Long Branch Library, just across the border into Montgomery County, Md., from Washington, D.C., has been taken over by art and architecture students. But this is no sit-in: Instead, it’s a grass-roots effort to show how design can be a change-agent in transitioning neighborhoods. The result of a design studio at the University of Maryland led by professors Ronit Eisenbach and John Ruppert, 16 students in the architecture and fine arts programs created site-specific installations, each with a materials budget of $75, to transform what was a derelict plaza outside the community library into a veritable playland of public art.
After researching several potential sites as far afield as Baltimore, Eisenbach and Ruppert “became attracted to the library because the plaza has never been used,” Eisenbach says, citing the fact that the library’s second-level entrance onto the plaza is locked. “The plaza was derelict,” she says, “as were the grounds.” In preparation for the installation and opening party, the library grounds were cleaned, benches fixed, and railings were painted, Eisenbach says.
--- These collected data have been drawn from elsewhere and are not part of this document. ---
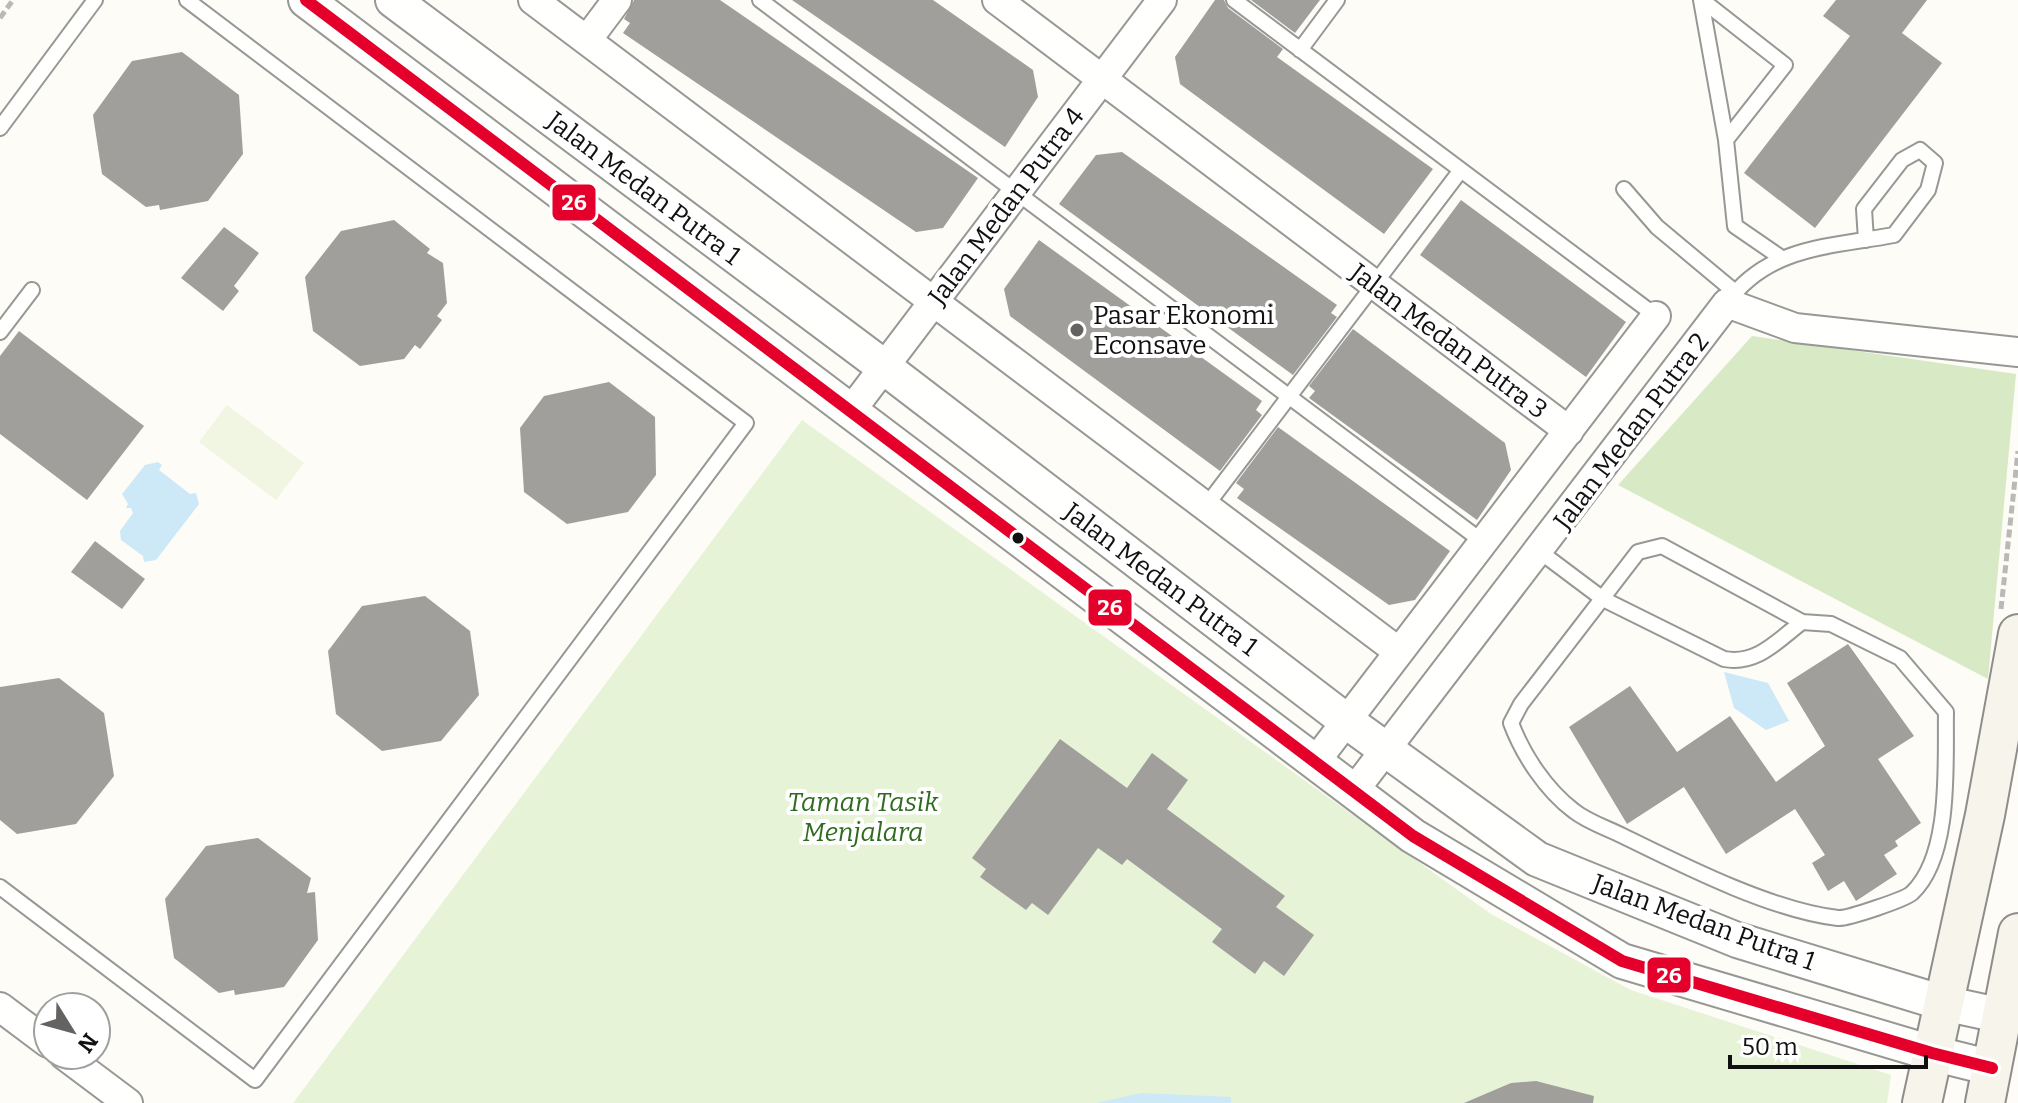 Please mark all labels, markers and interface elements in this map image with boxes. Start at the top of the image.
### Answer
street label: Jalan Medan Putra 4 [921,101,1091,312]
street label: Jalan Medan Putra 1 [540,105,747,272]
line badge: 26 [551,183,597,222]
text: 26 [561,189,587,216]
street label: Jalan Medan Putra 3 [1343,257,1553,426]
place label: Pasar Ekonomi Econsave [1093,300,1275,361]
marker: Pasar Ekonomi Econsave [1068,321,1086,339]
street label: Jalan Medan Putra 2 [1547,327,1715,537]
street label: Jalan Medan Putra 1 [1057,496,1264,663]
unlabelled marker [1010,530,1026,546]
line badge: 26 [1087,588,1133,627]
text: 26 [1097,594,1123,621]
park label: Taman Tasik Menjalara [788,787,939,848]
street label: Jalan Medan Putra 1 [1587,867,1820,977]
line badge: 26 [1646,956,1692,994]
text: 26 [1656,962,1682,989]
north arrow [32,991,112,1071]
scale bar [1730,1019,1926,1069]
text: N [72,1028,103,1058]
text: 50 m [1742,1033,1798,1061] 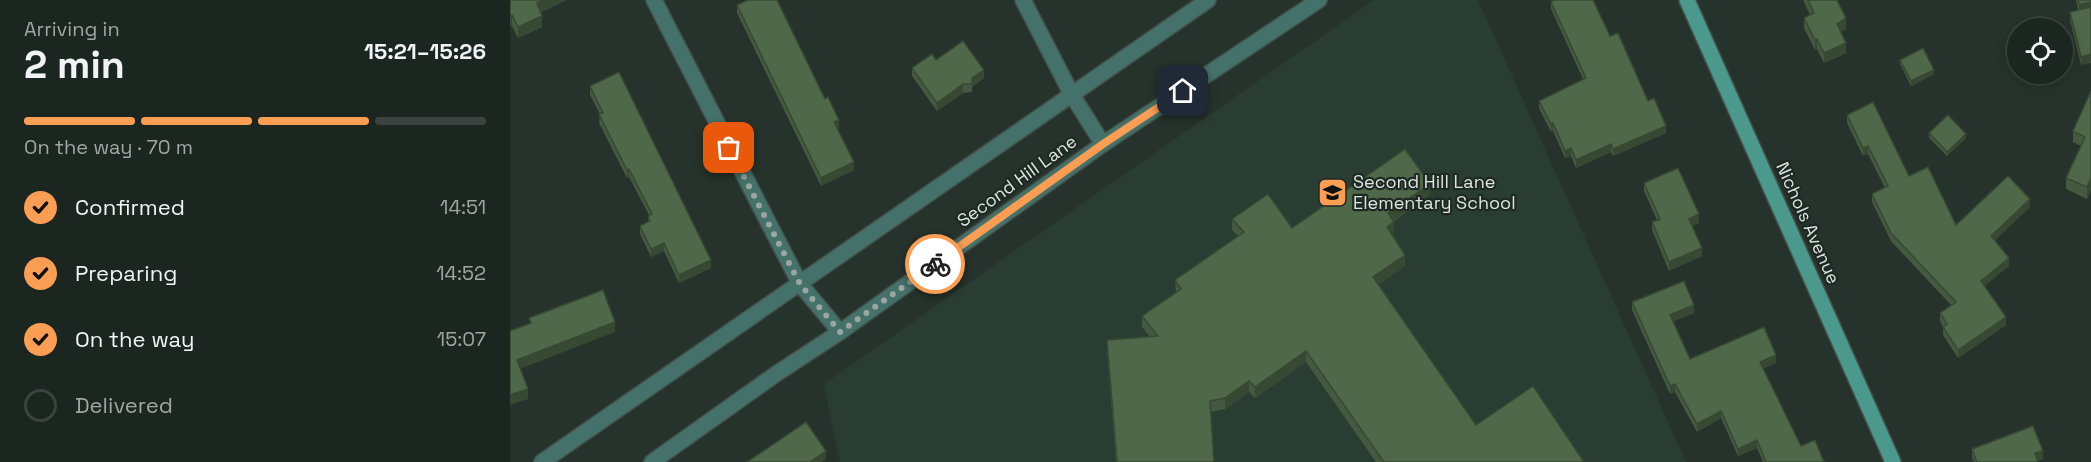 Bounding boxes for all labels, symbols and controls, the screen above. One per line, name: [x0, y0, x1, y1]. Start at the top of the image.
text: Arriving in: [24, 16, 120, 42]
map controls: [2007, 18, 2073, 84]
button: locate: [2007, 18, 2073, 84]
text: 15:21–15:26: [364, 37, 486, 65]
text: 2 min: [24, 40, 125, 89]
pin: [1157, 65, 1208, 116]
icon: home: [1166, 74, 1199, 107]
pin: [703, 122, 754, 173]
street label: Second Hill Lane: [952, 129, 1081, 232]
icon: bag: [712, 131, 745, 164]
text: On the way · 70 m: [24, 134, 193, 160]
street label: Nichols Avenue: [1771, 158, 1846, 287]
place label: Second Hill Lane Elementary School: [1353, 170, 1516, 214]
school or university icon: Second Hill Lane Elementary School: [1316, 176, 1348, 208]
icon: check: [24, 191, 57, 224]
text: Confirmed: [75, 193, 185, 221]
text: 14:51: [440, 194, 486, 220]
courier: [905, 234, 965, 294]
icon: bike: [919, 248, 952, 281]
icon: check: [24, 257, 57, 290]
text: Preparing: [75, 259, 177, 287]
text: 14:52: [436, 260, 486, 286]
icon: check: [24, 323, 57, 356]
text: On the way: [75, 325, 194, 353]
text: 15:07: [437, 326, 486, 352]
text: Delivered: [75, 391, 173, 419] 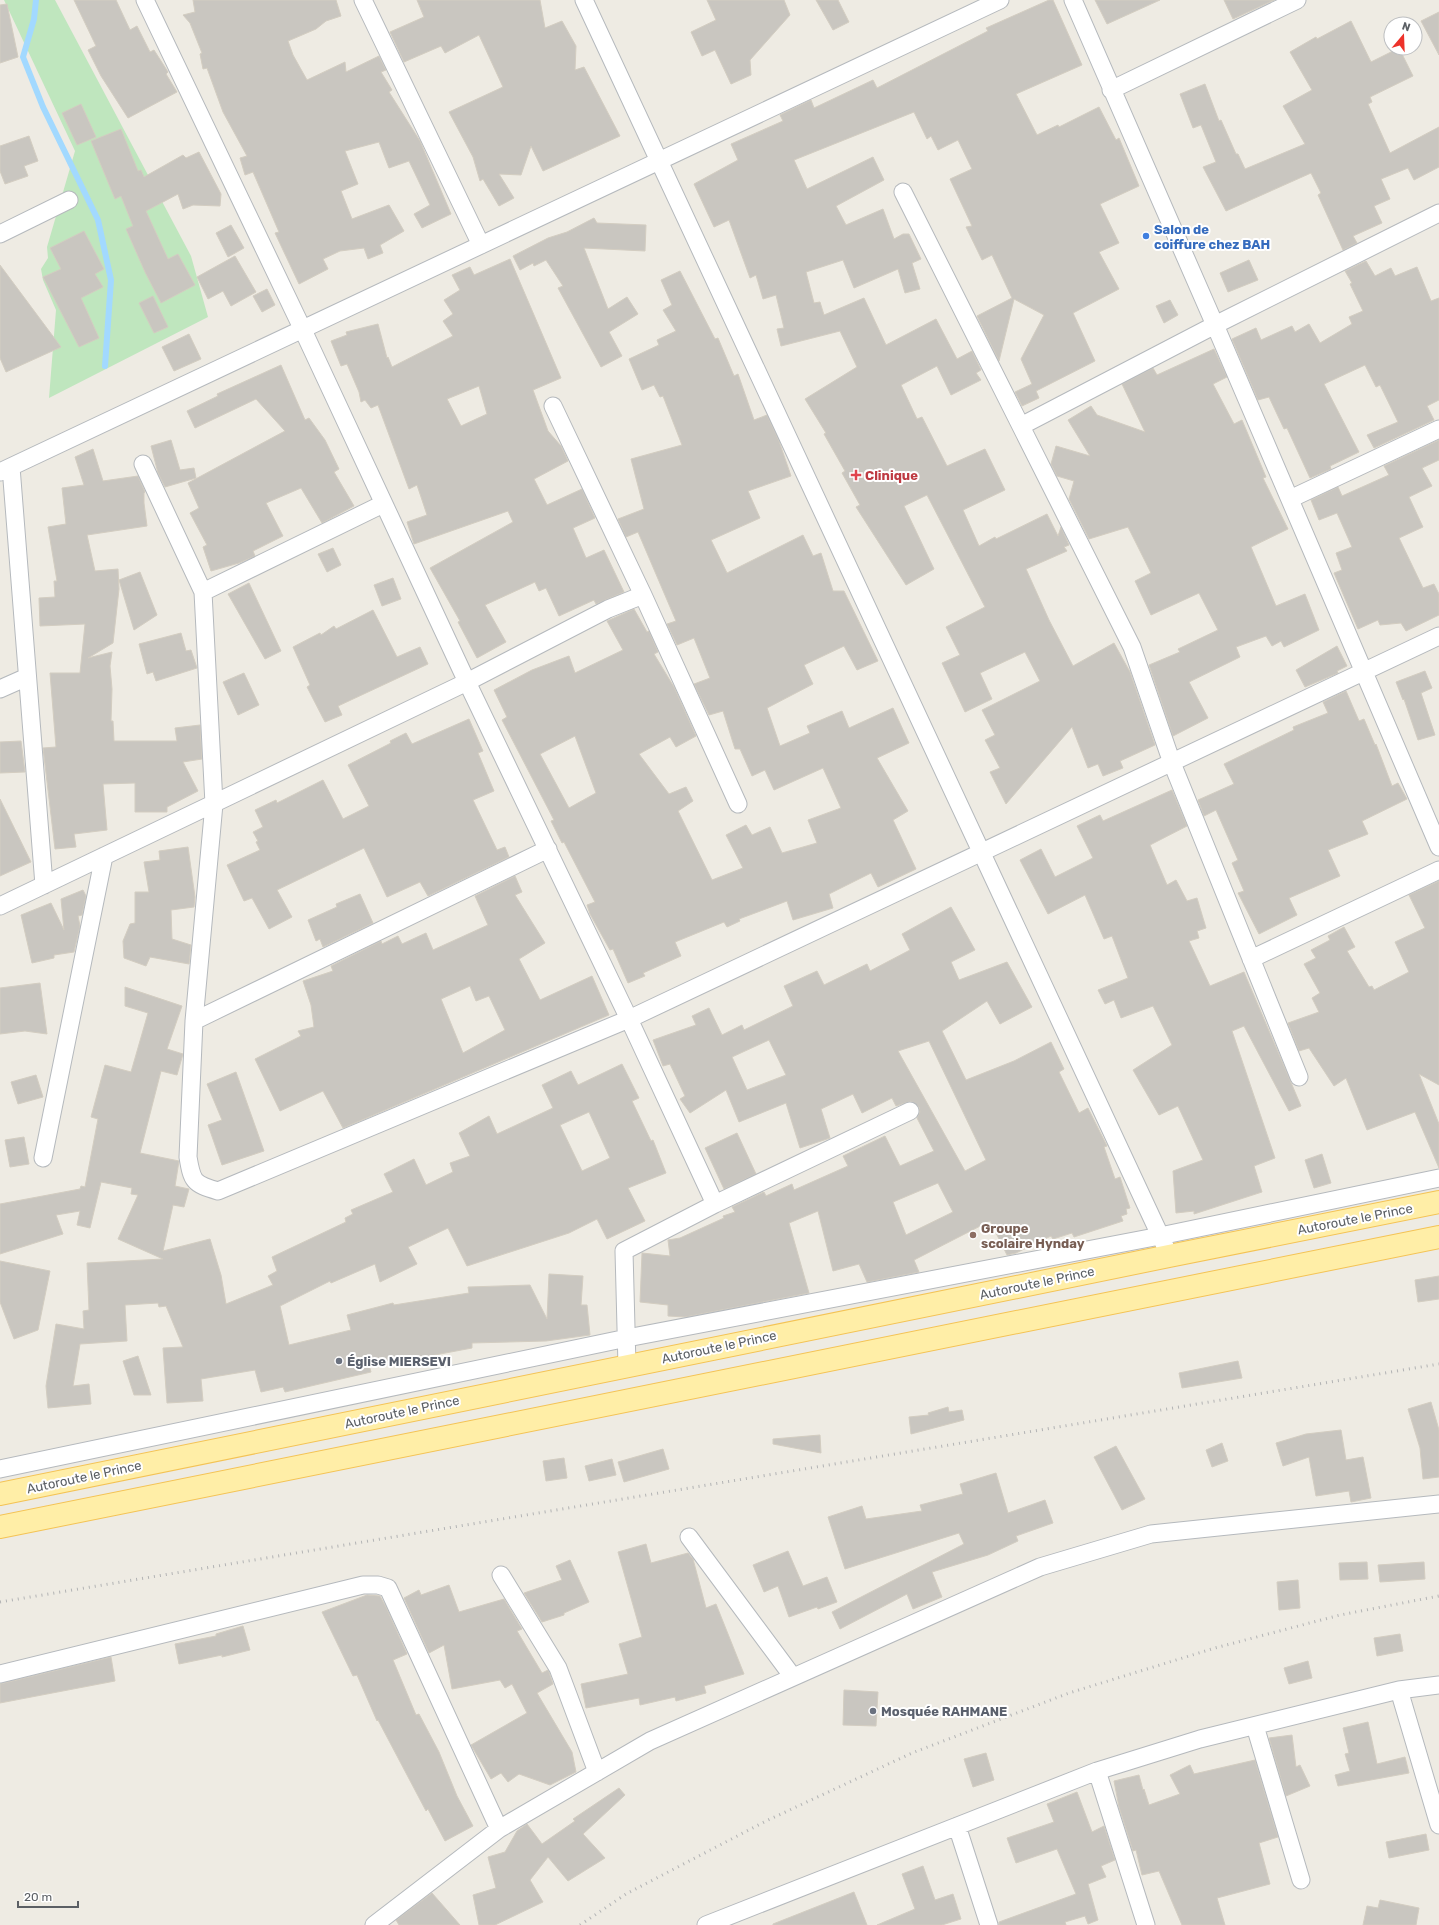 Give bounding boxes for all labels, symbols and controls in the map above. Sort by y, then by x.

The goal of the studio was to examine “how you can use [public art] as an agent of transformation, particularly in an area in transition,” Eisenbach says, and how you can create “temporary work and use that to bring energy and an event to the community.”
To kick off the exhibition, a block party was thrown last weekend, where the students were on hand to showcase their designs. This was supplemented by arts and crafts, musical performances, and even rides a giant tricycle that drew local community members out in droves. One of the agents behind the event was Paul Grenier, a community economic development specialist with Montgomery Housing Partnership, who noted that the students had “taken stuff that’s not that interesting and made it awesome.” Students spent the semester talking to locals to “get a sense of what people wanted,” says Grenier, who is excited by the possibility that this could be only the beginning of a public art program to engage the community. Such installations took the plaza and “figured out a way to make it feel alive and imaginative,” he says, noting that “this is urban renewal, Long Branch style.”